Miss Gasparac could not immediately say how much the turboprop, which seats between eight to 12 people, costs the state to operate and maintain or whether other state agencies use it. The AP filed a request under the California Public Records Act seeking more information.
Mr. Brown’s campaign spokesman, Sterling Clifford, said Mr. Brown has never used the plane to fly to campaign events. He travels on Southwest for campaign events, Mr. Clifford said.
He said it was not hypocritical of Mr. Brown to criticize Mrs. Whitman’s air travel and the spending for her gubernatorial campaign, which has cost nearly $100 million to date.
“I think it’s an absolute fallacy that those things are equivalent at all,” Mr. Clifford said. “It’s certainly different than $800,000 in private jet travel or more than $1 million charged to shareholders when she was at eBay.”
Mr. Brown and his wife, a former executive at the Gap Inc., also own a luxury home in Oakland Hills.
Last week, Mr. Brown described in an interview with Univision how he would save the state money. In part, he said, to “begin with, I would cut back the governor’s expenses, like the private jet, mansion and things considered luxuries.”

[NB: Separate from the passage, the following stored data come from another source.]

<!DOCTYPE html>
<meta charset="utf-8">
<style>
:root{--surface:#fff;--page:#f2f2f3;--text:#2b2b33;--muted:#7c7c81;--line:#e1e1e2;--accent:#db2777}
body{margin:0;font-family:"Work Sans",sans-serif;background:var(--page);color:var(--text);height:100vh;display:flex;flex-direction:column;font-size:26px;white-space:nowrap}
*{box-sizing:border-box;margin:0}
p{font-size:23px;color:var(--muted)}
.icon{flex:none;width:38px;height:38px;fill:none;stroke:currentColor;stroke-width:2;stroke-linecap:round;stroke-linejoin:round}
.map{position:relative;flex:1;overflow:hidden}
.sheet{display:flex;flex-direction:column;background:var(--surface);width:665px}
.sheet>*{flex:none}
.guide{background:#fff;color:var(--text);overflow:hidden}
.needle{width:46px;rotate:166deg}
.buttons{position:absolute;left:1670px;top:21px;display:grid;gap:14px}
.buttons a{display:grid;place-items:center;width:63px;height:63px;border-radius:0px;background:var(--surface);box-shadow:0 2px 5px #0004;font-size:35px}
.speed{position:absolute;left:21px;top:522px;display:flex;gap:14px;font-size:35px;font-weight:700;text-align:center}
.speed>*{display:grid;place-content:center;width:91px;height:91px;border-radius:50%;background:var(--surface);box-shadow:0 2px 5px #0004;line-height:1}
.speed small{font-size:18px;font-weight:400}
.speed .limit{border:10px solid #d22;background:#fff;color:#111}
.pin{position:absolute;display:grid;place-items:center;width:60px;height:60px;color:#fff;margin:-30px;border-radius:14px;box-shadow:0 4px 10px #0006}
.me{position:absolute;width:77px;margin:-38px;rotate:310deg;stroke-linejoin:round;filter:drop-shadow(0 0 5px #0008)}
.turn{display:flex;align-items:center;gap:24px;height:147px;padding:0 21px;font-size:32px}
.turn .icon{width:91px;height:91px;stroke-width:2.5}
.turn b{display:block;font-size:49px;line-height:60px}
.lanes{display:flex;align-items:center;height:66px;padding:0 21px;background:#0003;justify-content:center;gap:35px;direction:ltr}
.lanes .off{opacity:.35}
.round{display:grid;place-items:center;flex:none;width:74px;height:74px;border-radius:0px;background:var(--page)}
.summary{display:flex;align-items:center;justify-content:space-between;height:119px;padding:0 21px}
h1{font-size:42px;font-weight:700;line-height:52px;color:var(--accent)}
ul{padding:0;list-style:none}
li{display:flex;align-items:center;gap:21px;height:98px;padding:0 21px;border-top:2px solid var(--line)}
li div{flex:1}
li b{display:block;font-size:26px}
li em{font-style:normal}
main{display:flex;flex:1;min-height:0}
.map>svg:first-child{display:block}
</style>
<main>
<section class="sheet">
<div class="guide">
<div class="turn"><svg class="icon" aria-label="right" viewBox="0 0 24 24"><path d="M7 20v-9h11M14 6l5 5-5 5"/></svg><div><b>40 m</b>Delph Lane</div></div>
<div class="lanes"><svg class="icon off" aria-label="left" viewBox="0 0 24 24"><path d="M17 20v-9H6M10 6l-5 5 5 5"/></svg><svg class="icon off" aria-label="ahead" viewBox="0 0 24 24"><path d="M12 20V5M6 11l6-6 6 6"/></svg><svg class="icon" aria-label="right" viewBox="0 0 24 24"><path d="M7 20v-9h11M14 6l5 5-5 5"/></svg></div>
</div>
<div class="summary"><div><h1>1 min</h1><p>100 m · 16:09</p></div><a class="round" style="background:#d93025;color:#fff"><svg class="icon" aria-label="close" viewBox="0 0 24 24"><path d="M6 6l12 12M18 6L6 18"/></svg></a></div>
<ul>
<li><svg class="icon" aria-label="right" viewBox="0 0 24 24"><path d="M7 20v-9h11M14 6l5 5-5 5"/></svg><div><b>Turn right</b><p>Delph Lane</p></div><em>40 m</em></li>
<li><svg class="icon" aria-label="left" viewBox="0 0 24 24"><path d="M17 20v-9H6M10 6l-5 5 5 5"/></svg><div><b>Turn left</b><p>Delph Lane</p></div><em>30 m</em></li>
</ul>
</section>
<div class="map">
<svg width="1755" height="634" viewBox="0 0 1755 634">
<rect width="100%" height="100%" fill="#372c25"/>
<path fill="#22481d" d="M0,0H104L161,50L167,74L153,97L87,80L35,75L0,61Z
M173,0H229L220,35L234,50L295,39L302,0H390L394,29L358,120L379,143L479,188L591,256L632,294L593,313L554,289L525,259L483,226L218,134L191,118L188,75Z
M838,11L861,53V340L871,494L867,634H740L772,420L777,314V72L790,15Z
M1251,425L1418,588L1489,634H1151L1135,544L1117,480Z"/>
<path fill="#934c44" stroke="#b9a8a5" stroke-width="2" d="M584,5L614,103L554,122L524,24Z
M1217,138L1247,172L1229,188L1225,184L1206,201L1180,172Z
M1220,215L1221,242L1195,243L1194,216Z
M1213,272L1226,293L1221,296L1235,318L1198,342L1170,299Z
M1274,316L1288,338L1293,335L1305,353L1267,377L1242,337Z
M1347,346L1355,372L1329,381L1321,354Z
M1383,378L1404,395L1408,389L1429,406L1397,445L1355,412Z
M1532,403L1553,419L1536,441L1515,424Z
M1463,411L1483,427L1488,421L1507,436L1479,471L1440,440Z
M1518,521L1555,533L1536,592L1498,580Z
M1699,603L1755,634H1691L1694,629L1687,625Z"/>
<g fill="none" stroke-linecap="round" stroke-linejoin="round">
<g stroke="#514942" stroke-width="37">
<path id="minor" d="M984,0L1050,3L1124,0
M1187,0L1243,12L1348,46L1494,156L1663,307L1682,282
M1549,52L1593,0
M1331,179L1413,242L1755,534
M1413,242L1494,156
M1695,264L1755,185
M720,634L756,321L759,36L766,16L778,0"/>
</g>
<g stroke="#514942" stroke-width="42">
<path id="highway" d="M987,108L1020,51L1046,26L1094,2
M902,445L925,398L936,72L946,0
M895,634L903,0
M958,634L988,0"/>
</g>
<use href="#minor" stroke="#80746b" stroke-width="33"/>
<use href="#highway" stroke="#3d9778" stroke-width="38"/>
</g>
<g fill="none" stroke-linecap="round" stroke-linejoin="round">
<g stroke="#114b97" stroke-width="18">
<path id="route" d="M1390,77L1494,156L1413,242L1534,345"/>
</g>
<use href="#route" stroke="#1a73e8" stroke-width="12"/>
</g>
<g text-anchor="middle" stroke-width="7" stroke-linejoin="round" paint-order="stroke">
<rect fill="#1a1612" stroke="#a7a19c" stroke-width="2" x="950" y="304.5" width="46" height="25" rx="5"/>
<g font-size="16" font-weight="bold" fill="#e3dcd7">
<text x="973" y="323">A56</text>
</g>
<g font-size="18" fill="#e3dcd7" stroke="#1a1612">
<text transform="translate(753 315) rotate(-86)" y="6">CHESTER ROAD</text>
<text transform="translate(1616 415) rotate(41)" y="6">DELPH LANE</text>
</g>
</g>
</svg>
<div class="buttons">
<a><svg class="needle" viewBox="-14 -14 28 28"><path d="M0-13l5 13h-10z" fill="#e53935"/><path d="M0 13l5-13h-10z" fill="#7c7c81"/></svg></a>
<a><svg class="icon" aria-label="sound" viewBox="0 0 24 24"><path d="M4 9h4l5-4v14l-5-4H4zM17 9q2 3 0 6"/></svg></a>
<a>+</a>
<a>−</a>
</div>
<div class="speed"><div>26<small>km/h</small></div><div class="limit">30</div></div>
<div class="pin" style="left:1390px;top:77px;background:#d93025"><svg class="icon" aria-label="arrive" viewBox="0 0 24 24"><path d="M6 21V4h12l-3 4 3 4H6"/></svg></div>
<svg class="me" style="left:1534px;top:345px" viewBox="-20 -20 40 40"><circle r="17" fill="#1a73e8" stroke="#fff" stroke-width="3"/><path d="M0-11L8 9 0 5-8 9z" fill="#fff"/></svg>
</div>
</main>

The governor’s office no longer owns a private jet or official residence. Republican Gov. Arnold Schwarzenegger pays for his own chartered plane to fly between Sacramento and his home in Brentwood.
Whitman spokeswoman Andrea Jones Rivera said Mr. Brown should explain why his actions don’t match his rhetoric.
“As recently as last week, he called state planes for politicians a ’luxury’ he would sell off to solve the state budget, but today we find that he flew on his own state plane as recently as weeks ago,” she said. “He should immediately disclose all trips he has flown on his taxpayer-funded state plane.”